§ MATERIAL FOR THIS TASK

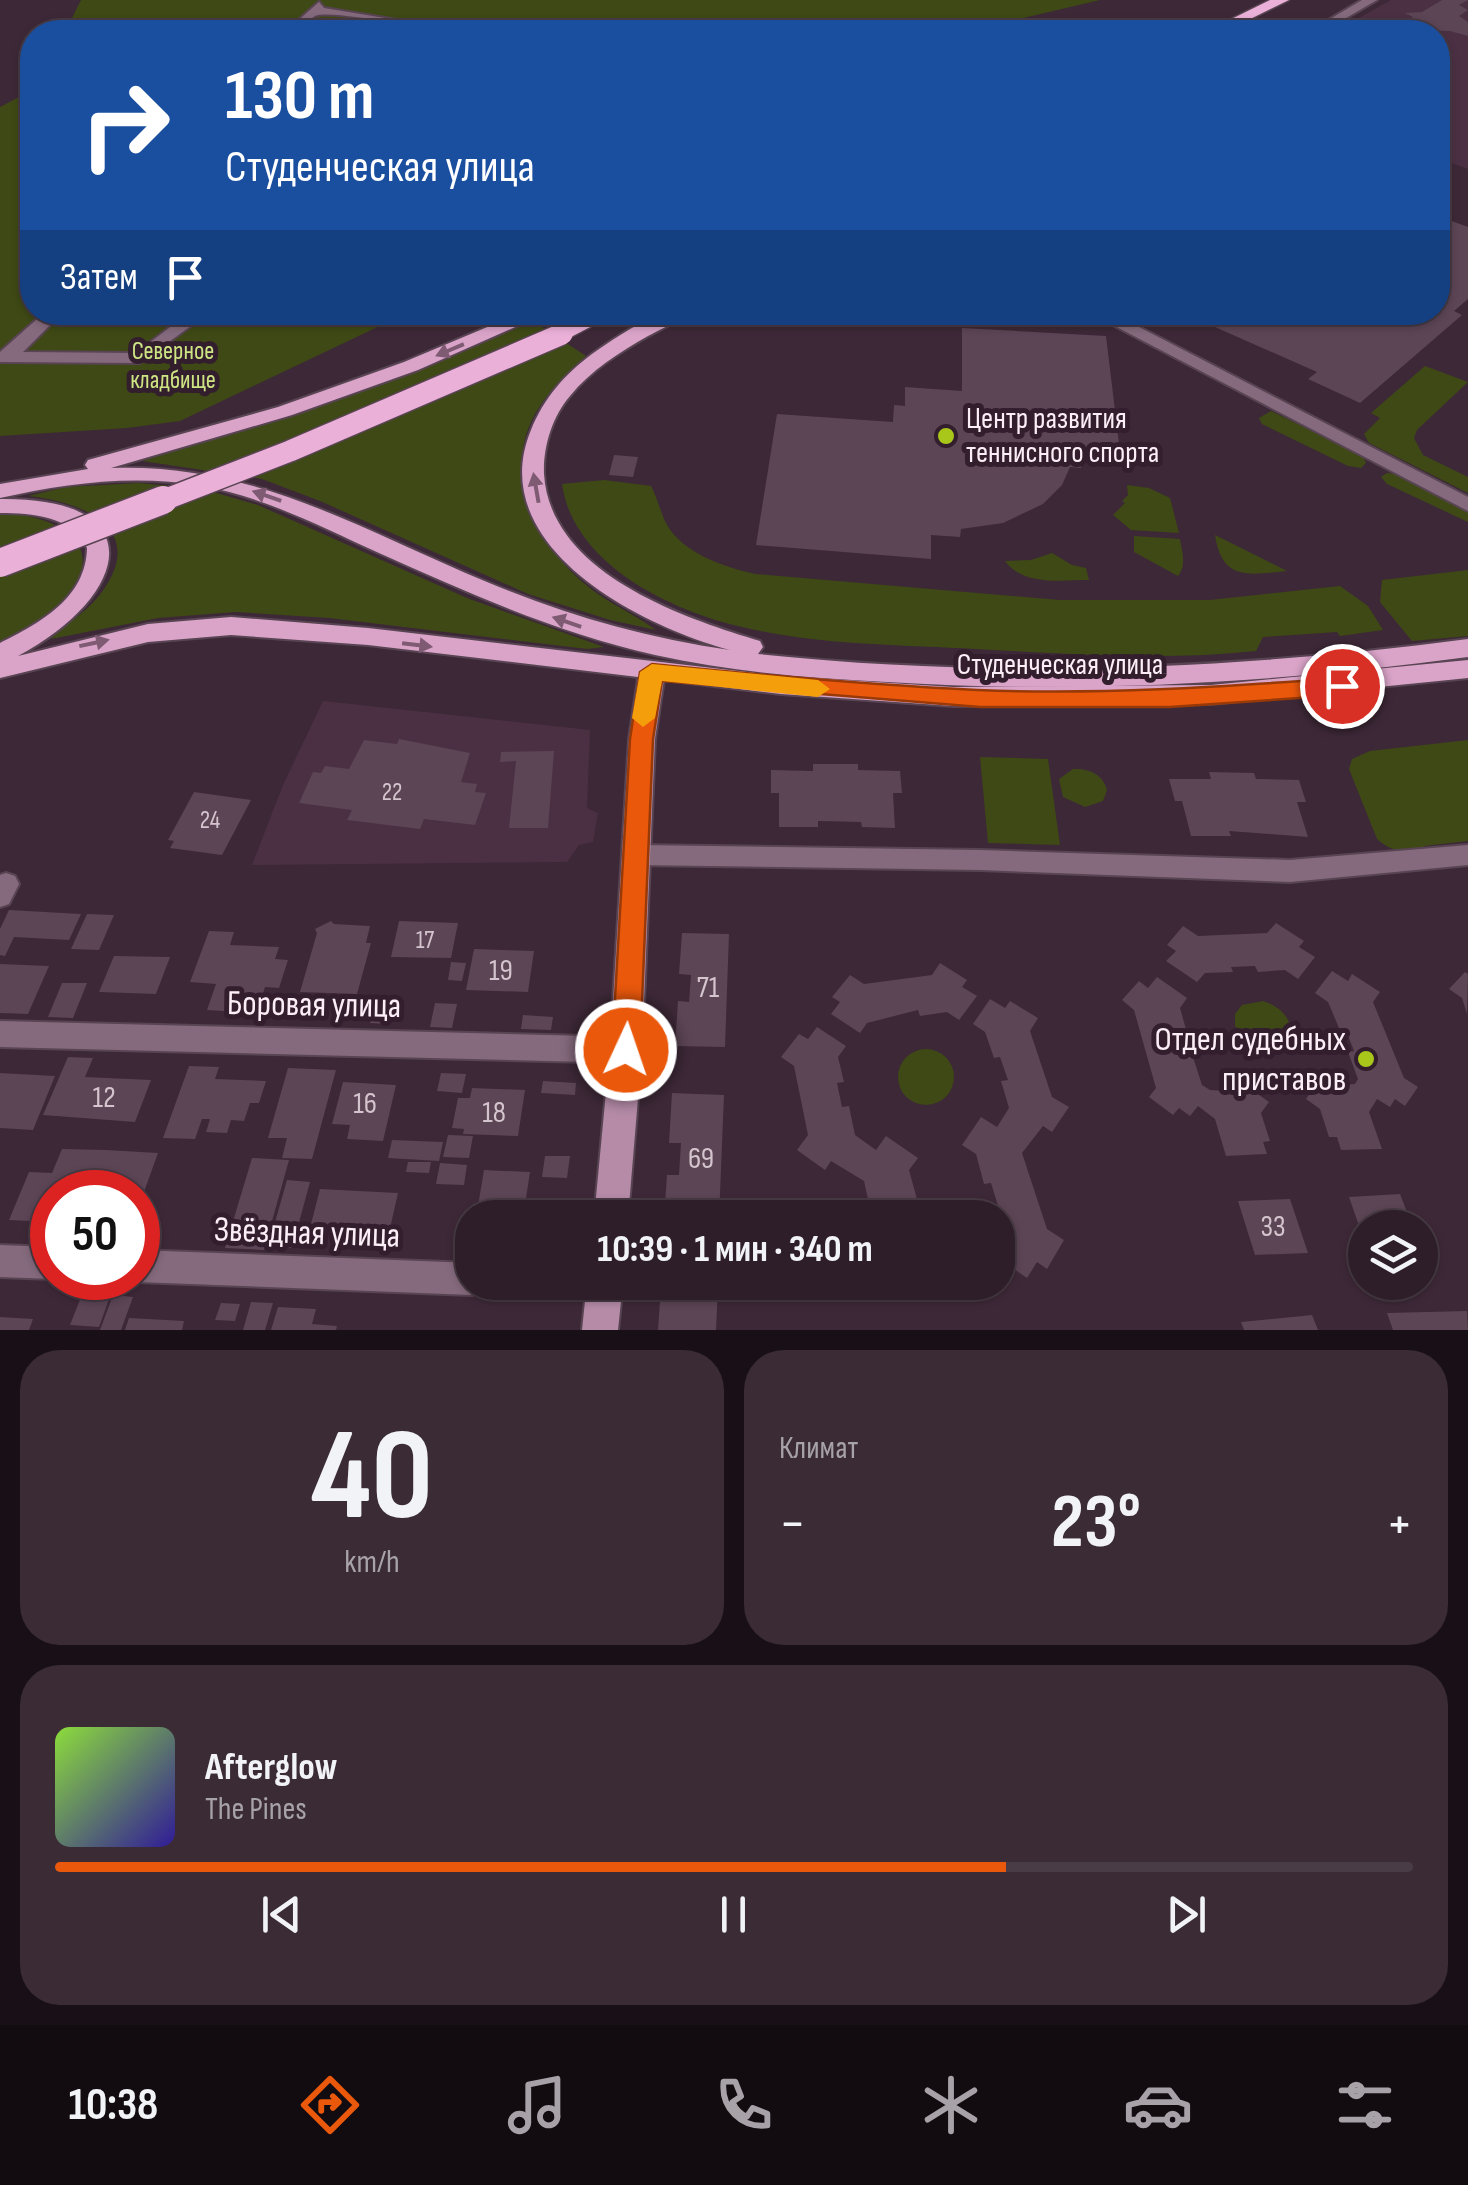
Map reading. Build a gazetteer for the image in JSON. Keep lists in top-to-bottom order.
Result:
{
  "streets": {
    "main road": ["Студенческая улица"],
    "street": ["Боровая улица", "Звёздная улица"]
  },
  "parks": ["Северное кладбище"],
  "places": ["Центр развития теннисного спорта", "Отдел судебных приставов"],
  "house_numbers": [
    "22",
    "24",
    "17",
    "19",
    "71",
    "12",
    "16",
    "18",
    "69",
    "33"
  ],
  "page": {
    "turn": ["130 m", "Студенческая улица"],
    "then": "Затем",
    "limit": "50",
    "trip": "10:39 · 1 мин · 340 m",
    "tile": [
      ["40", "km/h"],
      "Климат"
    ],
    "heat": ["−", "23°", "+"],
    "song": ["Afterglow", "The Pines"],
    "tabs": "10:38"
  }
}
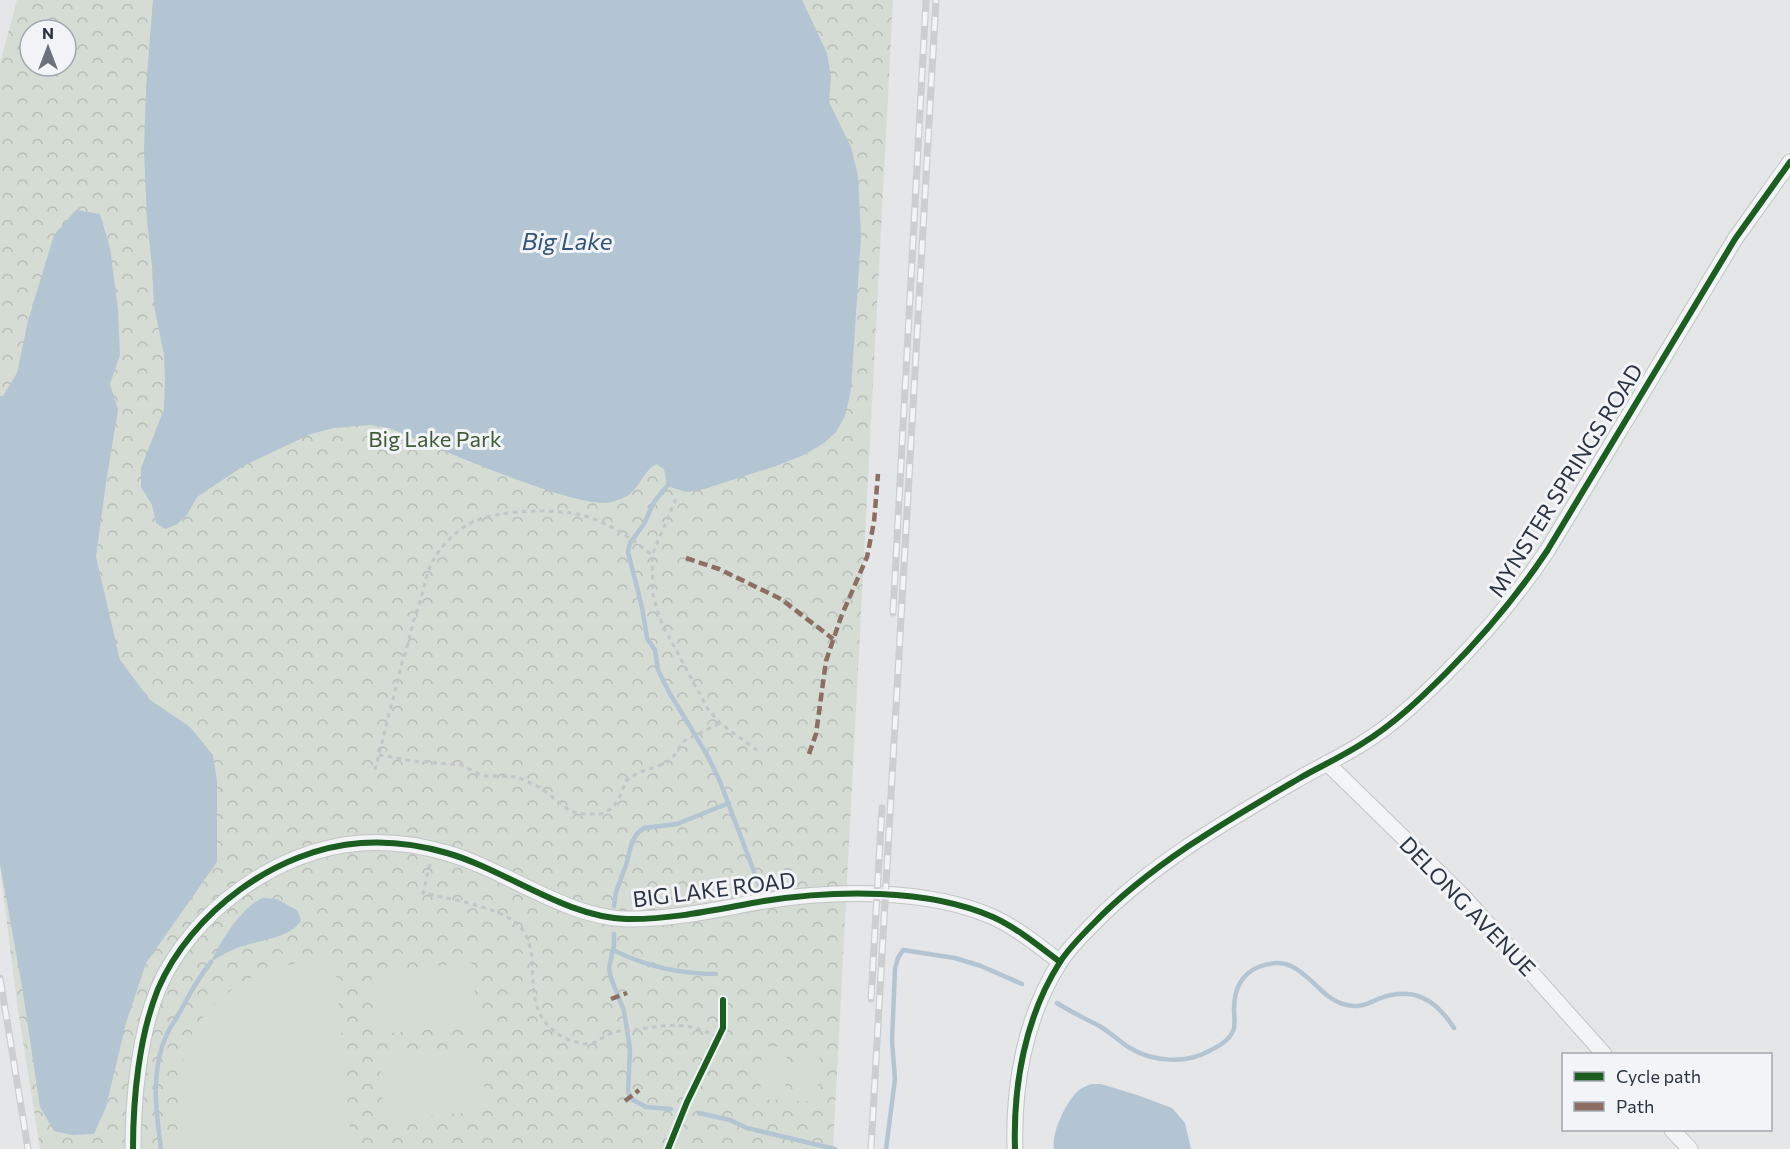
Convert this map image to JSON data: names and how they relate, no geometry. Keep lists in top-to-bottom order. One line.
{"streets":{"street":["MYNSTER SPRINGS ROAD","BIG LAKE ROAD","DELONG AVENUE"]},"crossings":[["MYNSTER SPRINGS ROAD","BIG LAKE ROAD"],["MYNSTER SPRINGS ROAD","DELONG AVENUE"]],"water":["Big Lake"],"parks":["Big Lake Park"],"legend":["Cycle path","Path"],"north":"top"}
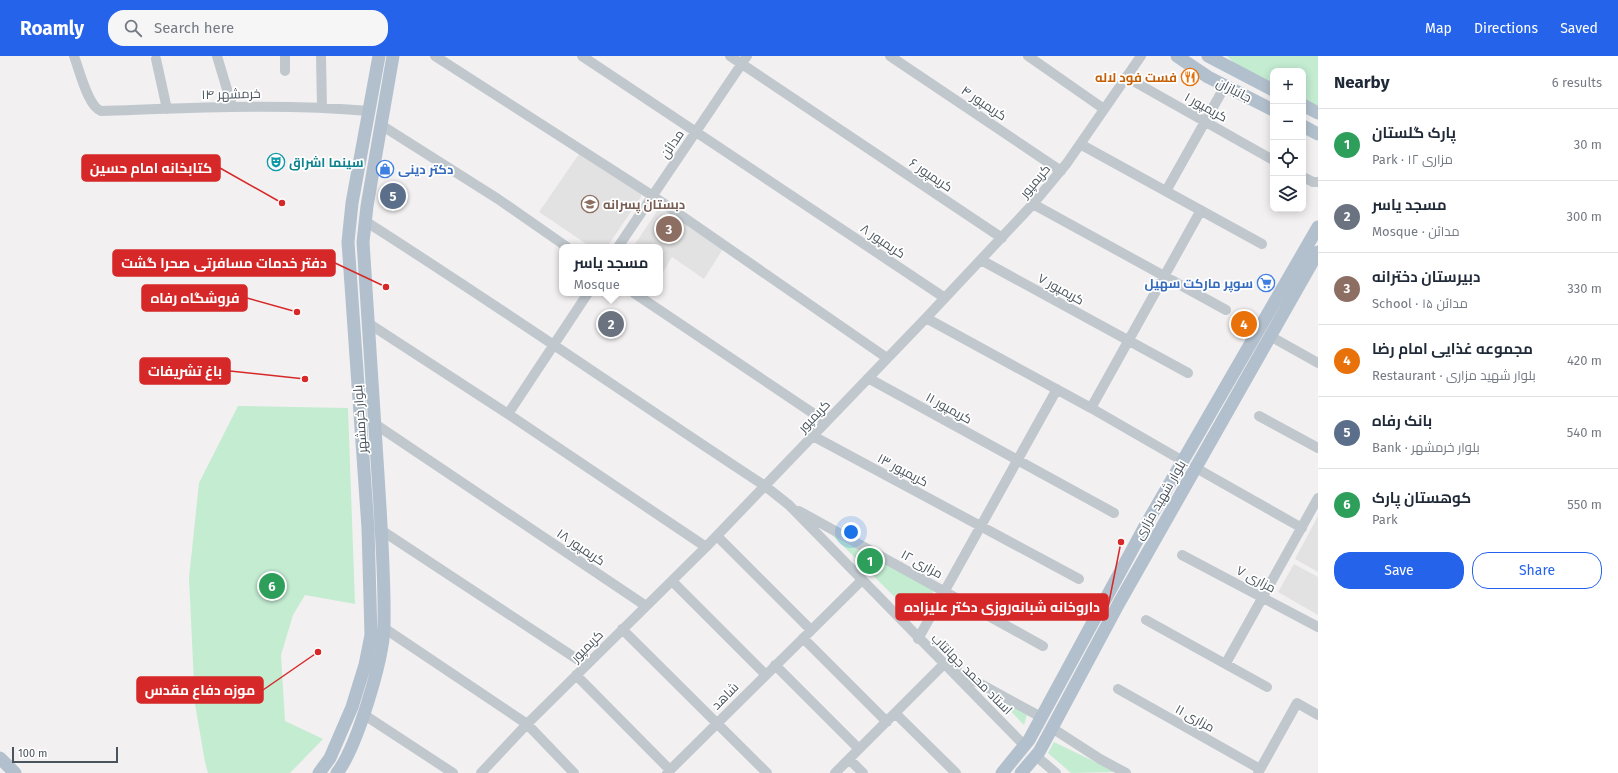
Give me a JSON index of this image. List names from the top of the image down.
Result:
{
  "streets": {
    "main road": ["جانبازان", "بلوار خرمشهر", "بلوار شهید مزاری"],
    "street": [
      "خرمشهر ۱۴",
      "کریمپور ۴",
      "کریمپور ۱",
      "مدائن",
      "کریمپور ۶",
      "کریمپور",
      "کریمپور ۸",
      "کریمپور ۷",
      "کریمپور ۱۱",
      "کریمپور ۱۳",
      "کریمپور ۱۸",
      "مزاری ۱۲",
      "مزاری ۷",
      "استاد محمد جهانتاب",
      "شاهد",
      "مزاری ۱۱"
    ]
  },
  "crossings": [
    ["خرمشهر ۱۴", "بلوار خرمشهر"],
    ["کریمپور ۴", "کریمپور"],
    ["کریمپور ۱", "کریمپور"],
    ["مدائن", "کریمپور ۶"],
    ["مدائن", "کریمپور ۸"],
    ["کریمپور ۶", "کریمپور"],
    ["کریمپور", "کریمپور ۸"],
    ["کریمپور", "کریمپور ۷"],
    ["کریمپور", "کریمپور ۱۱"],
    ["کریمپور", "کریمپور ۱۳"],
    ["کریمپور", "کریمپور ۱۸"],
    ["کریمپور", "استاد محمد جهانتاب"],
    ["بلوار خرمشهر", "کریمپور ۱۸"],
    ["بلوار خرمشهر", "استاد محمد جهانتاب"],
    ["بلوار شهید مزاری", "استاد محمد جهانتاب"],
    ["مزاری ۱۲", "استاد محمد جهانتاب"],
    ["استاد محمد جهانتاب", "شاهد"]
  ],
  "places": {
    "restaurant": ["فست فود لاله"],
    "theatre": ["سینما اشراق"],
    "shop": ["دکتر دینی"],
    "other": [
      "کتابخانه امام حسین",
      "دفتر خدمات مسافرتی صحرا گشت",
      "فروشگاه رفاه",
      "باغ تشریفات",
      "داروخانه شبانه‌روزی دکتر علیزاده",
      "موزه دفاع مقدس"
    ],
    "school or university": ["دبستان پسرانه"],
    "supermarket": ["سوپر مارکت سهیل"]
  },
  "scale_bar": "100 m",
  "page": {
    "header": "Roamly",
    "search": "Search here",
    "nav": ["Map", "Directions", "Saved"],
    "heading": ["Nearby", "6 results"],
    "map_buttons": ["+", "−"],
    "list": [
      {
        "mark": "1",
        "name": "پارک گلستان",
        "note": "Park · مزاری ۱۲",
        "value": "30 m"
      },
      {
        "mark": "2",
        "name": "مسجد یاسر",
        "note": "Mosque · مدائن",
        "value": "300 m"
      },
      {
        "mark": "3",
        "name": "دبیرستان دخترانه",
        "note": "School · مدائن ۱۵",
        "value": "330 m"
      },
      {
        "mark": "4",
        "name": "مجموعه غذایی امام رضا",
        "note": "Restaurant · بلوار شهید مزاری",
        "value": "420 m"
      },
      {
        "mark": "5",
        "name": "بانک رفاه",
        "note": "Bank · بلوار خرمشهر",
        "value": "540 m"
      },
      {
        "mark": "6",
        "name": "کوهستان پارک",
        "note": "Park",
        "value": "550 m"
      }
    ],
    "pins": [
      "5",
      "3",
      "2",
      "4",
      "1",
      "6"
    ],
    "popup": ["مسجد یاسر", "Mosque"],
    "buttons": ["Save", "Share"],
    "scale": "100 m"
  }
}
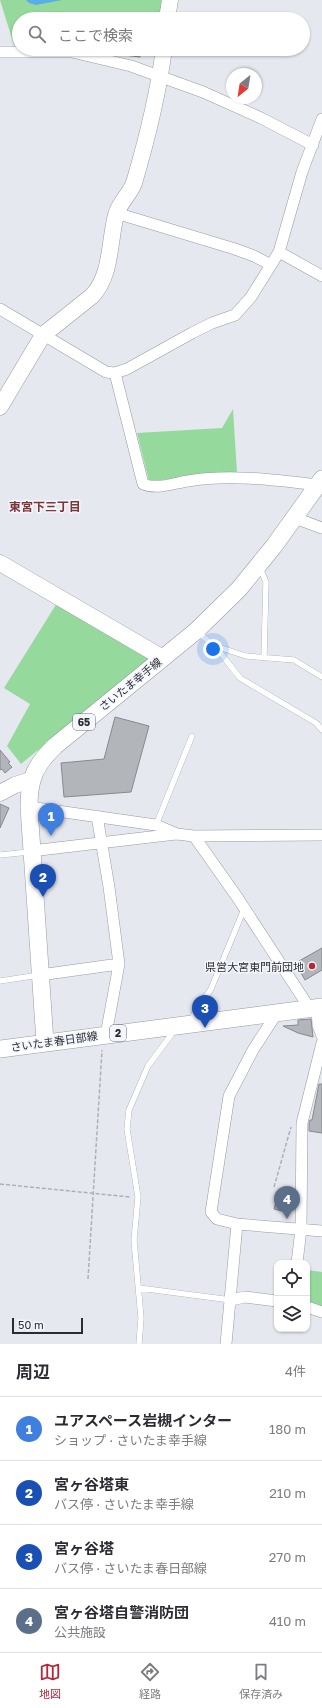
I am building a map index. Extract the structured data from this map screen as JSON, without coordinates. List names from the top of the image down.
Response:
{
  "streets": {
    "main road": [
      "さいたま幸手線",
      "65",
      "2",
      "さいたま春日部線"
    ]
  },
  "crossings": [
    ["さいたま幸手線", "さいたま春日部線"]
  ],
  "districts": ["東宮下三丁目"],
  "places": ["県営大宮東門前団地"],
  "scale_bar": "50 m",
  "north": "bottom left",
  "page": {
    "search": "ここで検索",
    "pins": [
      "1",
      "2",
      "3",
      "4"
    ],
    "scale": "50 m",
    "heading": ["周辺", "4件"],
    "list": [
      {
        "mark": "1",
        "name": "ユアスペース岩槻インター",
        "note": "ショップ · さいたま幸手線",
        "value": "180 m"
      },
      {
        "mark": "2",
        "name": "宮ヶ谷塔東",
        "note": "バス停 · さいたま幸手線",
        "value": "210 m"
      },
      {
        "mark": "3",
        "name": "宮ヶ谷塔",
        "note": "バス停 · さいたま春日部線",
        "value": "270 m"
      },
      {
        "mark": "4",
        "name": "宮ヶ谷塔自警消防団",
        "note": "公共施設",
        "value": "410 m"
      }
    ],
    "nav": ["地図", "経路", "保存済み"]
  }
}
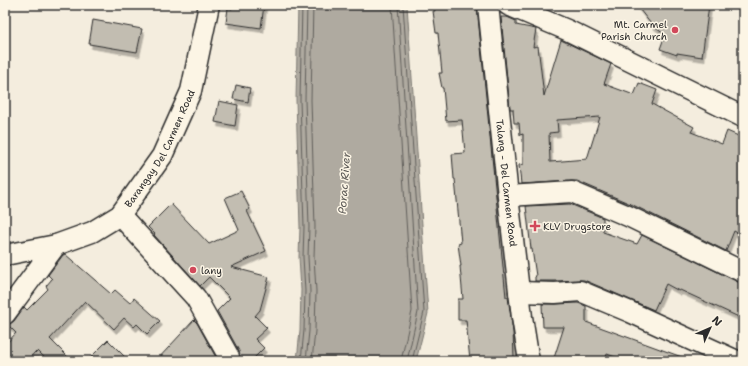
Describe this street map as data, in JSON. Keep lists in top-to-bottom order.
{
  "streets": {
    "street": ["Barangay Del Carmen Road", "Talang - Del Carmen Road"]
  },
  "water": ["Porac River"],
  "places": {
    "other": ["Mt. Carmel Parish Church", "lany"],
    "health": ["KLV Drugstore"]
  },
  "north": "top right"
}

§ AIM OF THE TASK
What is needed is an exact retyping of the lines from the start of the data through the line with "Give me a JSON", with both end lines kept and every picture left out.

§ TASK OUTPUT
Map reading. Build a gazetteer for the image in JSON. Keep lists in top-to-bottom order.
Result:
{
  "streets": {
    "main road": ["Студенческая улица"],
    "street": ["Боровая улица", "Звёздная улица"]
  },
  "parks": ["Северное кладбище"],
  "places": ["Центр развития теннисного спорта", "Отдел судебных приставов"],
  "house_numbers": [
    "22",
    "24",
    "17",
    "19",
    "71",
    "12",
    "16",
    "18",
    "69",
    "33"
  ],
  "page": {
    "turn": ["130 m", "Студенческая улица"],
    "then": "Затем",
    "limit": "50",
    "trip": "10:39 · 1 мин · 340 m",
    "tile": [
      ["40", "km/h"],
      "Климат"
    ],
    "heat": ["−", "23°", "+"],
    "song": ["Afterglow", "The Pines"],
    "tabs": "10:38"
  }
}
Convert this map image to JSON data: names and how they relate, no geometry. Keep lists in top-to-bottom order. One line.
{"streets":{"street":["MYNSTER SPRINGS ROAD","BIG LAKE ROAD","DELONG AVENUE"]},"crossings":[["MYNSTER SPRINGS ROAD","BIG LAKE ROAD"],["MYNSTER SPRINGS ROAD","DELONG AVENUE"]],"water":["Big Lake"],"parks":["Big Lake Park"],"legend":["Cycle path","Path"],"north":"top"}
Give me a JSON index of this image. List names from the top of the image down.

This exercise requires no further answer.